GIVEN INFORMATION:
*** Begin section ***
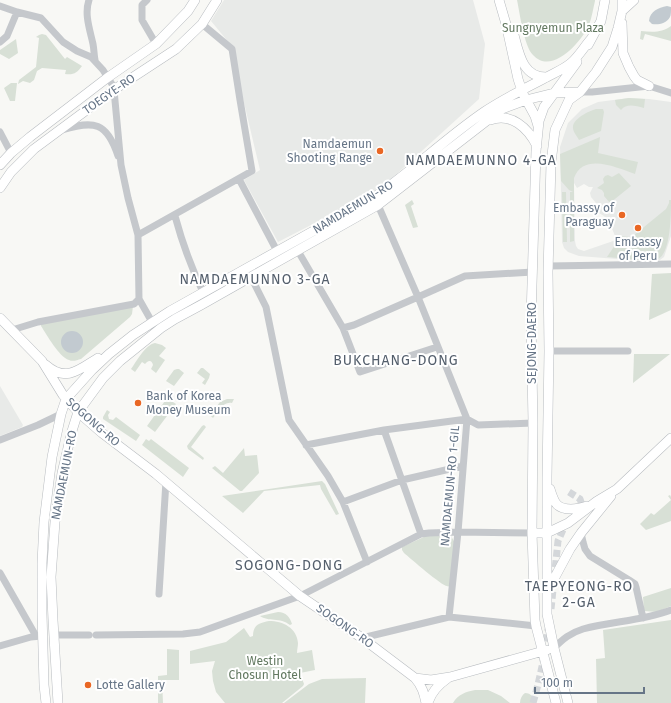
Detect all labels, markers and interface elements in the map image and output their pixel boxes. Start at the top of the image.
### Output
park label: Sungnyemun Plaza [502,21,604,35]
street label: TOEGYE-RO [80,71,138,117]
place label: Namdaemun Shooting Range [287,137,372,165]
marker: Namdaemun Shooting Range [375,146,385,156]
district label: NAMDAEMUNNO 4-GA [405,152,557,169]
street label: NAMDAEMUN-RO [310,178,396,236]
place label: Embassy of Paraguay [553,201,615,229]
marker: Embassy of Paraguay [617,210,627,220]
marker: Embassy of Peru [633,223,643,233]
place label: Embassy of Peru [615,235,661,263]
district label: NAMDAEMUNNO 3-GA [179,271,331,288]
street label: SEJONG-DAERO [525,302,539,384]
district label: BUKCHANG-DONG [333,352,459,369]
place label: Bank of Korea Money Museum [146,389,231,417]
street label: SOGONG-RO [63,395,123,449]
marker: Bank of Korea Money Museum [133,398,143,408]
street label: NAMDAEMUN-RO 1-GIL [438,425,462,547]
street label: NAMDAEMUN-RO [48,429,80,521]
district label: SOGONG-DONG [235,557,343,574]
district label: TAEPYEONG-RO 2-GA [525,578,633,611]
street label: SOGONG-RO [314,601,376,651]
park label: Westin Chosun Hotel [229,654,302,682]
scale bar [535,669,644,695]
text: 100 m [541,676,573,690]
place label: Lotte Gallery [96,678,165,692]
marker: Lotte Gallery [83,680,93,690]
*** End section ***
*** Begin section ***
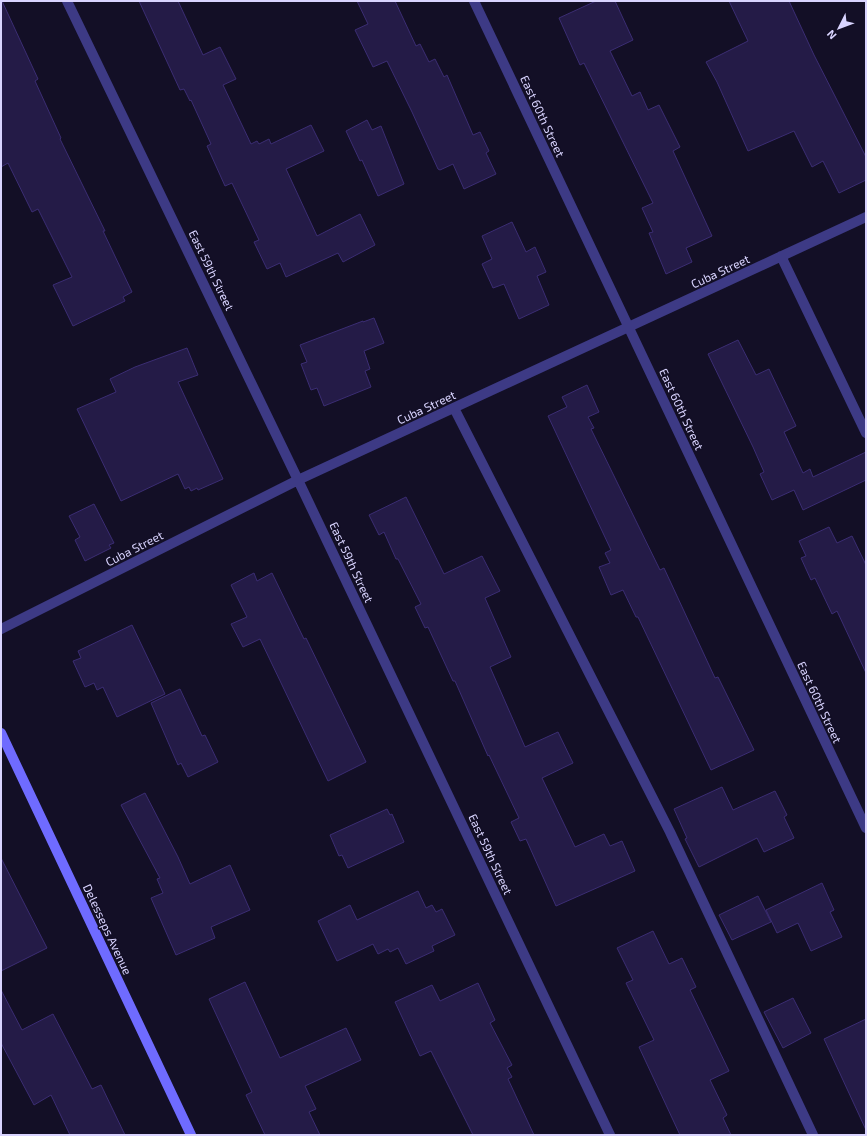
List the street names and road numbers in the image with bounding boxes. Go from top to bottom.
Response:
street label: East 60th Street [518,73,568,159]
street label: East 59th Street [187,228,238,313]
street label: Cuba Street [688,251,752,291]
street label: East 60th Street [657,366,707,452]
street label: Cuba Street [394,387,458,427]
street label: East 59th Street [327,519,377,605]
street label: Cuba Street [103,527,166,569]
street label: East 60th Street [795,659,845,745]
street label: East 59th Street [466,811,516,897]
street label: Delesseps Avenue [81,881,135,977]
*** End section ***
*** Begin section ***
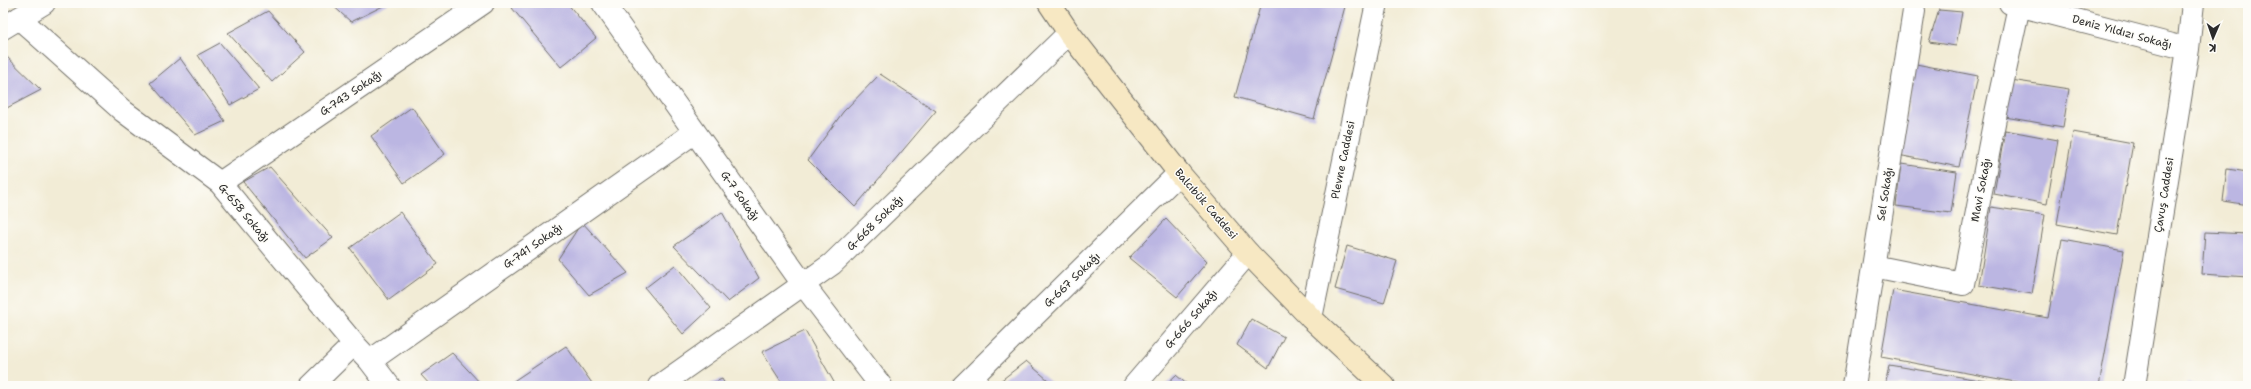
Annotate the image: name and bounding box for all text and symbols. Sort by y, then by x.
*** End section ***
ABOUT THIS EXERCISE: Copy all lines of the listing above that contain the string "image".

YOUR SOLUTION:
Detect all labels, markers and interface elements in the map image and output their pixel boxes. Start at the top of the image.
List the street names and road numbers in the image with bounding boxes. Go from top to bottom.
Annotate the image: name and bounding box for all text and symbols. Sort by y, then by x.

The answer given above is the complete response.